You've certainly guessed where we are, haven't you? The flags, the red buses, the black taxis... Yes, we're in the heart of London, on Regent Street, where people come to do their shopping.
Come on! Let's catch a double-decker bus, London's most famous symbol. It's always the same! You wait for a long time and three come along at once. All aboard!
You may get to see more of the town from the bus: its monuments, parks, but also its traffic jams. However, taking the tube is still the quickest way to get around London.
Construction dates back to the end of the last century. Today the London Underground network goes to the north, south, east and west of the capital.
From Charing Cross you can take the Northern line. Londoners hate this tube because it is always slow, late or breaking down.
Mind the doors! Hold on tight as the old train rattles its way under the river Thames!
In the old days horses pulled the carriages. These days the only horses you'll see in the city centre are those of the mounted police.
Don't you think that's an odd thing to see among the modern architecture and neon signs of the twentieth century?
Even if the tube is the most practical and cheapest way about town, the helicopter is the most impressive.
The view is amazing! See that large building in the distance? Well, it's Canary Wharf, the old dockers' quarter in the middle of the East End.
That is where the Cockney accent was born. It's thanks to the Thames that London became the capital of the United Kingdom.
Everybody knows what Tower Bridge looks like, but not many people know that an ancient law still allows you to cross the bridge with pigs.
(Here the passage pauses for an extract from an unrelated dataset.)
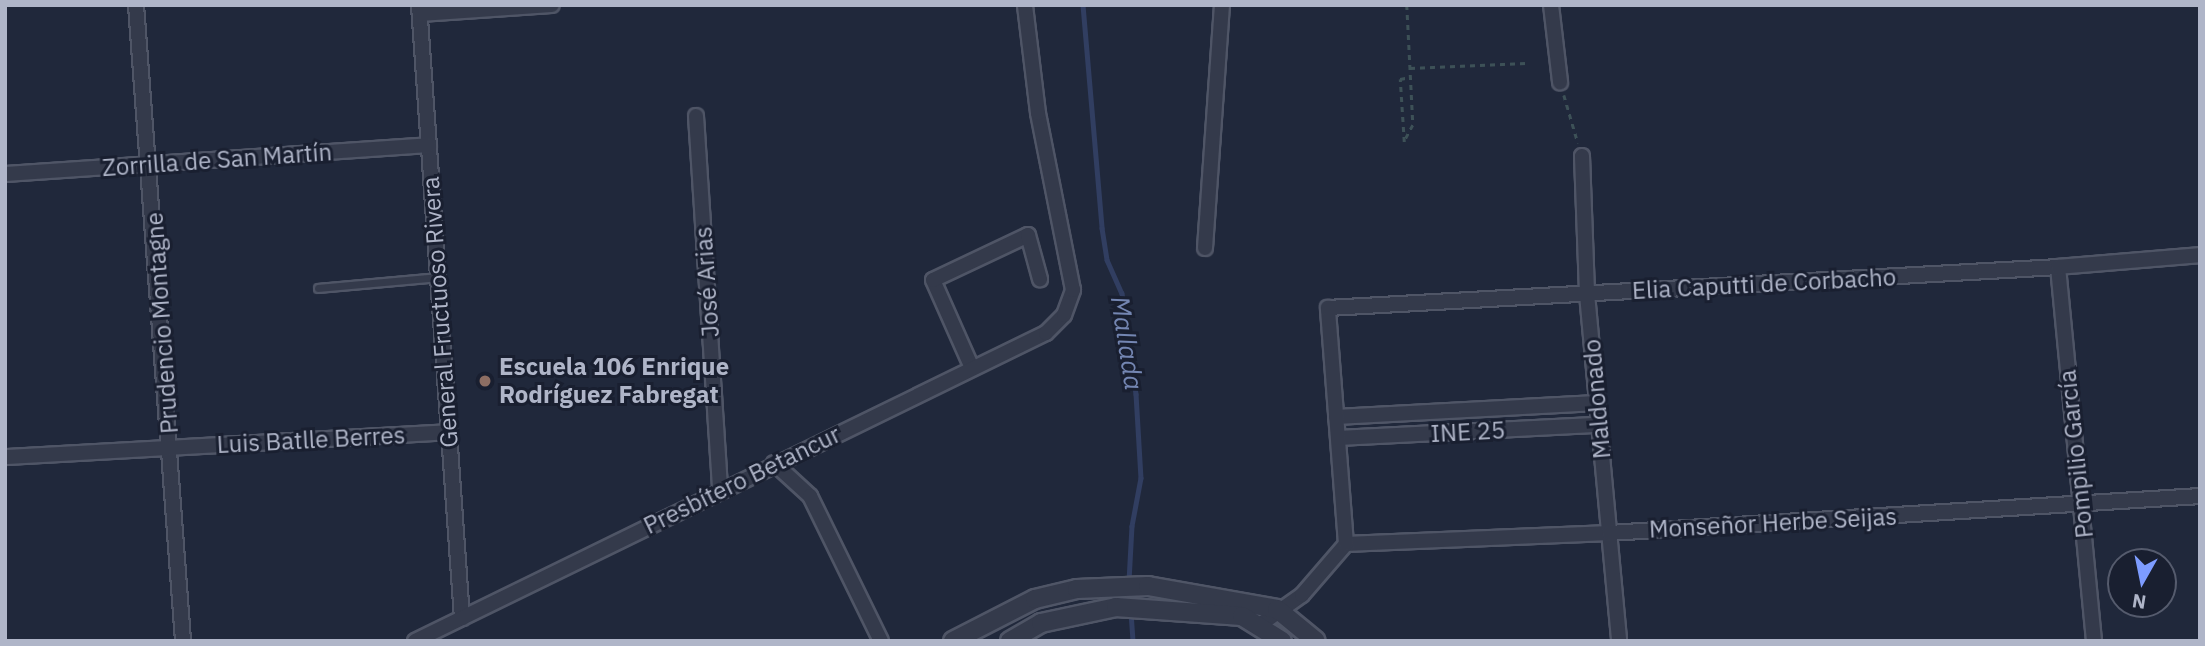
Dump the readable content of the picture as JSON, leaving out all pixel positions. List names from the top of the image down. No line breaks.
{"streets":{"street":["Zorrilla de San Martín","José Arias","Elia Caputti de Corbacho","General Fructuoso Rivera","Prudencio Montagne","Maldonado","INE 25","Luis Batlle Berres","Pompilio García","Presbítero Betancur","Monseñor Herbe Seijas"]},"crossings":[["Zorrilla de San Martín","General Fructuoso Rivera"],["Zorrilla de San Martín","Prudencio Montagne"],["José Arias","Presbítero Betancur"],["Elia Caputti de Corbacho","Maldonado"],["Elia Caputti de Corbacho","INE 25"],["Elia Caputti de Corbacho","Pompilio García"],["General Fructuoso Rivera","Luis Batlle Berres"],["General Fructuoso Rivera","Presbítero Betancur"],["Prudencio Montagne","Luis Batlle Berres"],["Maldonado","INE 25"],["Maldonado","Monseñor Herbe Seijas"],["Pompilio García","Monseñor Herbe Seijas"]],"water":["Mallada"],"places":["Escuela 106 Enrique Rodríguez Fabregat"],"north":"bottom"}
You can also see the Palace of Westminster, which is divided into two Houses.
The Members of Parliament work in the House of Commons and the older MPs go to the House of Lords to discuss the legislation proposals.
Elizabeth II is the Queen of the United Kingdom. Every year in celebration of the Queen's birthday there is the Horse Guards' parade.
In the summer the Queen also has parties, in her garden at Buckingham Palace, to which she invites certain citizens. You can eat cucumber sandwiches and drink tea there.
If you're invited one day, mind your English! The language the Queen speaks resembles more Shakespeare's than the English you can hear every day in the streets.
The royal family is so famous that the Queen doesn't need a camera. She only has to buy the newspapers that publish hundreds of photos of her family every day. Then she goes to Westminster Abbey and explains to her ancestors that the journalists exaggerate a little.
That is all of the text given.